Britain’s leasehold system is on course for large-scale reform, a move that few outside the property industry are likely to begrudge given the cladding crisis and ground rent scandal.
But the transition to becoming a nation of ‘commonholders’ will likely be fraught with red tape and legal challenges. Leasehold reform will need to be carefully thought out, so as not to dent large-scale landowners’ appetite to build, as we look to tackle the chronic undersupply of housing.
For the later-living sector, there has already been disappointment from some that MHCLG was backtracking with regard to exempting retirement communities from the zero rating of ground rents reform. Inevitably, some argued, such a move would only result in higher prices for residents while also discouraging investment in creating new senior housing. However, a modernised ownership model and leasehold reform creates opportunities.
As other countries have demonstrated, it is possible to have a thriving later-living sector without leasehold or ground rents.
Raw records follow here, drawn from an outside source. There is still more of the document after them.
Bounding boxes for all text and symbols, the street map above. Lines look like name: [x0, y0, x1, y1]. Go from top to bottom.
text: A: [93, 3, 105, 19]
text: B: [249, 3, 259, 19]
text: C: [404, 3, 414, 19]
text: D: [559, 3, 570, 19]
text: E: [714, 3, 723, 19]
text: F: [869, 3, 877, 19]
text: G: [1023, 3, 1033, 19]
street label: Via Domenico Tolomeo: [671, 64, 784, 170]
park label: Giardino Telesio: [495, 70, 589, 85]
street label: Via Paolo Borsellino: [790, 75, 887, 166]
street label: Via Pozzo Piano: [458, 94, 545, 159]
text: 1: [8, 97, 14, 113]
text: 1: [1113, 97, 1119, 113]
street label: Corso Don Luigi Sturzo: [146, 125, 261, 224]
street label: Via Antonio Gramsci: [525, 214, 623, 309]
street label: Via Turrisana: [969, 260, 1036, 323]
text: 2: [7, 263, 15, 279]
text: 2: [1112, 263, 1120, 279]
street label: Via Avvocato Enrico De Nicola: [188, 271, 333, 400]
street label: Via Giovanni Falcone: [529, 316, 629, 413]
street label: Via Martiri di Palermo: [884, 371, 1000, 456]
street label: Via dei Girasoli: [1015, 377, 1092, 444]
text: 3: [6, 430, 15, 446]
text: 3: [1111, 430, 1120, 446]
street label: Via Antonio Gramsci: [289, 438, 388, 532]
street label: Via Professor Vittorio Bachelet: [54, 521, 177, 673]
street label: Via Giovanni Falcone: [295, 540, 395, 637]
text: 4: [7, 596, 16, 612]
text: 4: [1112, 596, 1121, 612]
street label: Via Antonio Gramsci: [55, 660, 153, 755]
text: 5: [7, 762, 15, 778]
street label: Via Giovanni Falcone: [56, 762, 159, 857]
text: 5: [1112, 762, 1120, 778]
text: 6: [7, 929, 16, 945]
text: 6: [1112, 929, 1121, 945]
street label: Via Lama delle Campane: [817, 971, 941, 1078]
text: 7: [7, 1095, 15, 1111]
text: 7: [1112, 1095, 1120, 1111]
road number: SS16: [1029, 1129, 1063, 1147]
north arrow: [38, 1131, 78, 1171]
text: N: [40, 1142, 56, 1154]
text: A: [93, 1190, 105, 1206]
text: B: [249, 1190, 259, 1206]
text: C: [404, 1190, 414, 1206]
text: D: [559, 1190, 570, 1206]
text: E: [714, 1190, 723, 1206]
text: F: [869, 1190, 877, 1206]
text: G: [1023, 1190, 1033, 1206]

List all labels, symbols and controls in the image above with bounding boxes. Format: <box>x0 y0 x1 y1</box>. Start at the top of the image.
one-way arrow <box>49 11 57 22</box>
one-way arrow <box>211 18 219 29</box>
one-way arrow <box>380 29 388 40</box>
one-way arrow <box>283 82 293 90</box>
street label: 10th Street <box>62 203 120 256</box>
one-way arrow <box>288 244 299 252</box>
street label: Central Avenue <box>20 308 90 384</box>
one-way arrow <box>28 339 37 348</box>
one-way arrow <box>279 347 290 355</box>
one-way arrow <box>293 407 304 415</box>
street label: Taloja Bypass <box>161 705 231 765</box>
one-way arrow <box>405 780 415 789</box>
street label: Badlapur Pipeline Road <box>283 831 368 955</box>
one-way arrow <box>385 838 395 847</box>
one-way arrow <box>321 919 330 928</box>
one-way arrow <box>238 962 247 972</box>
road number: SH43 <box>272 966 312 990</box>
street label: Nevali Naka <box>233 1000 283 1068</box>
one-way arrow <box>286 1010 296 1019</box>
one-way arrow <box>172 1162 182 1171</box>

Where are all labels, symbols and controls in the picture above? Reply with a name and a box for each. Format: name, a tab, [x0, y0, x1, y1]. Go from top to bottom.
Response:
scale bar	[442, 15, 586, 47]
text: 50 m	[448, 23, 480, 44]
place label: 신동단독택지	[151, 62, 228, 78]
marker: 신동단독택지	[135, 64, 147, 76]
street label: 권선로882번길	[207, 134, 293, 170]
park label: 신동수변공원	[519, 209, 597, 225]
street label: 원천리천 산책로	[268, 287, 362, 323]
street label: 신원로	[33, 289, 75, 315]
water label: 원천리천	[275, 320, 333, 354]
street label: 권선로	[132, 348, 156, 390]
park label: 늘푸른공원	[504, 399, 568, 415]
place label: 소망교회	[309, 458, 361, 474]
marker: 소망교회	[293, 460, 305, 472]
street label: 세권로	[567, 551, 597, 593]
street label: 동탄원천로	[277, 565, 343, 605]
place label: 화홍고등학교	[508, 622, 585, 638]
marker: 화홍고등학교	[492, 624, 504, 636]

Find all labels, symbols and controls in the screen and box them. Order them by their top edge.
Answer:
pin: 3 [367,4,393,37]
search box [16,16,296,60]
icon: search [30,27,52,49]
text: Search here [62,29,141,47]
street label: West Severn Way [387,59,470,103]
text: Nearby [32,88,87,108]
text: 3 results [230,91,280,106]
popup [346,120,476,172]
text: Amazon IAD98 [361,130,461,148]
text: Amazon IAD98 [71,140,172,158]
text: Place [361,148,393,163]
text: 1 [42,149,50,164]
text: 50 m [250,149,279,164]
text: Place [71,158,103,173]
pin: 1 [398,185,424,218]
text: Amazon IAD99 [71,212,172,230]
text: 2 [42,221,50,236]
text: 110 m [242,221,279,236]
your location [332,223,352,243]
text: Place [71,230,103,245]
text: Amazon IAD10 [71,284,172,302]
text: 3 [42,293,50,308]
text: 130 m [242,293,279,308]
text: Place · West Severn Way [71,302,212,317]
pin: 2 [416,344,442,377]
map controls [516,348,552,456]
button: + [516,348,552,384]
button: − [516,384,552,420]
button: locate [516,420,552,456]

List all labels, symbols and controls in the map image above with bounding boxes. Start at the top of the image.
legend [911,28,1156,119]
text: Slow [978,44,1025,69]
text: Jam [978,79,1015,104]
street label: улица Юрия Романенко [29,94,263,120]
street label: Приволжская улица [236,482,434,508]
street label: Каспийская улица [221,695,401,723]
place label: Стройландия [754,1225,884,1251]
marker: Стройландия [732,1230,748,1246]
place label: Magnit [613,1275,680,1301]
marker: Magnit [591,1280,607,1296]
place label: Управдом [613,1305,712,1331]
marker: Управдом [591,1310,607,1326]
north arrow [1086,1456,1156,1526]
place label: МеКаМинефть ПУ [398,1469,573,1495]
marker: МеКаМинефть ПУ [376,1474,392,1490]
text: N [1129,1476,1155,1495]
In New Zealand, for instance, where 5% of retirees have access to housing-with-care settings, compared with just 0.8% in the UK, retirees secure their homes under a Right to Occupy. This alternative tenure arrangement works whereby the retiree purchases the right to live in the unit for as long as they choose, while an outgoing fee – usually paid monthly – entitles them to communal facilities, services and other amenities offered by the retirement village. This delivers increased transparency and reassurance to the buyer that there are no hidden fees.
Securing a home through Right to Occupy means stamp duty is also avoided, resulting in significant financial savings.
At present, more than three million over-65s in Britain would like to downsize, but many are put off from doing so by the stress, logistics and costs – including stamp duty – of moving. While Britain’s property market has enjoyed temporary reprieve from the levy, the government has shown no intent to make the holiday permanent, despite the obvious benefits of incentivising older people to downsize.
Introducing a Right to Occupy model in the UK for retirement communities could help sidestep the headaches caused by the current leasehold system while still providing operators with a viable flow of income to build and maintain shared facilities.
A UK Right to Occupy that exempts last-time buyers from stamp duty would also unleash pent-up downsizer demand and free up thousands of family homes for younger households.
However, it would not work for everyone. We must not forget there has been a 118% surge in the number of 55- to 64-year-olds renting since the turn of the last decade, with some in the industry, including ourselves, offering a rental service to meet this demand.
Rather than relying on systems from Britain’s feudal past to deliver the next generation of retirement housing, the UK should instead embrace new models of ownership and occupation to help fulfil the sector’s full potential.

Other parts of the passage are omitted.